_WORK ORDER_:
A faithful copy of all the data is required; pictures should not be included.

::::

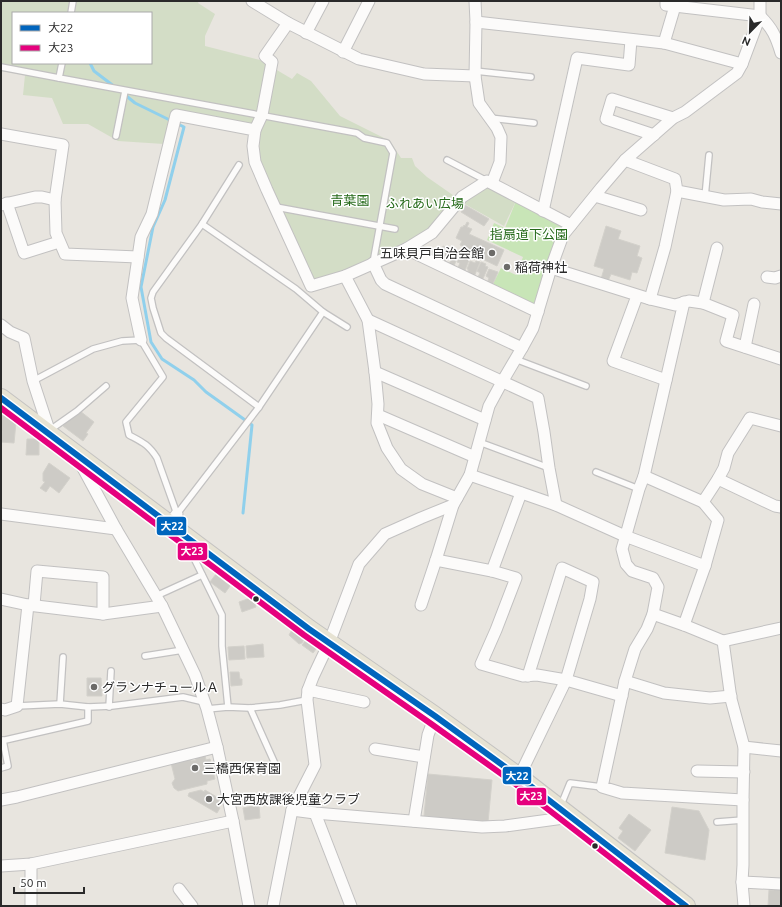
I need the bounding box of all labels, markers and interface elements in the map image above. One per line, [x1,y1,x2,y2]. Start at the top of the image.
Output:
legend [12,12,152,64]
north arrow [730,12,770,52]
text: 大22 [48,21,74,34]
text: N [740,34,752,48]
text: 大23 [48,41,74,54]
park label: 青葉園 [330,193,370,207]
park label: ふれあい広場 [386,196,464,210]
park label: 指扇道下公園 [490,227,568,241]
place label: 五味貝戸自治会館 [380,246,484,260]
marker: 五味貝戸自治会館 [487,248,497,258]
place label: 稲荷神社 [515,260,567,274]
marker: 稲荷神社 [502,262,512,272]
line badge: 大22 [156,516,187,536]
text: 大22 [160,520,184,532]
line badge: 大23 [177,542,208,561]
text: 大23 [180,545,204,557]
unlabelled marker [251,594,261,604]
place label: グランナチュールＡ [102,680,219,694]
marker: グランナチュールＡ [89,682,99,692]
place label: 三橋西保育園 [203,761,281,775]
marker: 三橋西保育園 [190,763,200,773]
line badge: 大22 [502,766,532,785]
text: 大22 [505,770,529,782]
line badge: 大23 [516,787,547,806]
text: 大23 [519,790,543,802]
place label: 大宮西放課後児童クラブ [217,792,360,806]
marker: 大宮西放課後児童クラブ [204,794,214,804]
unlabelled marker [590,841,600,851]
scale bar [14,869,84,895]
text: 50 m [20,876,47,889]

::::

_WRITTEN REPLY_:
I need the bounding box of all labels, markers and interface elements in the map image above. One per line, [x1,y1,x2,y2]. Start at the top of the image.
Output:
legend [12,12,152,64]
north arrow [730,12,770,52]
text: 大22 [48,21,74,34]
text: N [740,34,752,48]
text: 大23 [48,41,74,54]
park label: 青葉園 [330,193,370,207]
park label: ふれあい広場 [386,196,464,210]
park label: 指扇道下公園 [490,227,568,241]
place label: 五味貝戸自治会館 [380,246,484,260]
marker: 五味貝戸自治会館 [487,248,497,258]
place label: 稲荷神社 [515,260,567,274]
marker: 稲荷神社 [502,262,512,272]
line badge: 大22 [156,516,187,536]
text: 大22 [160,520,184,532]
line badge: 大23 [177,542,208,561]
text: 大23 [180,545,204,557]
unlabelled marker [251,594,261,604]
place label: グランナチュールＡ [102,680,219,694]
marker: グランナチュールＡ [89,682,99,692]
place label: 三橋西保育園 [203,761,281,775]
marker: 三橋西保育園 [190,763,200,773]
line badge: 大22 [502,766,532,785]
text: 大22 [505,770,529,782]
line badge: 大23 [516,787,547,806]
text: 大23 [519,790,543,802]
place label: 大宮西放課後児童クラブ [217,792,360,806]
marker: 大宮西放課後児童クラブ [204,794,214,804]
unlabelled marker [590,841,600,851]
scale bar [14,869,84,895]
text: 50 m [20,876,47,889]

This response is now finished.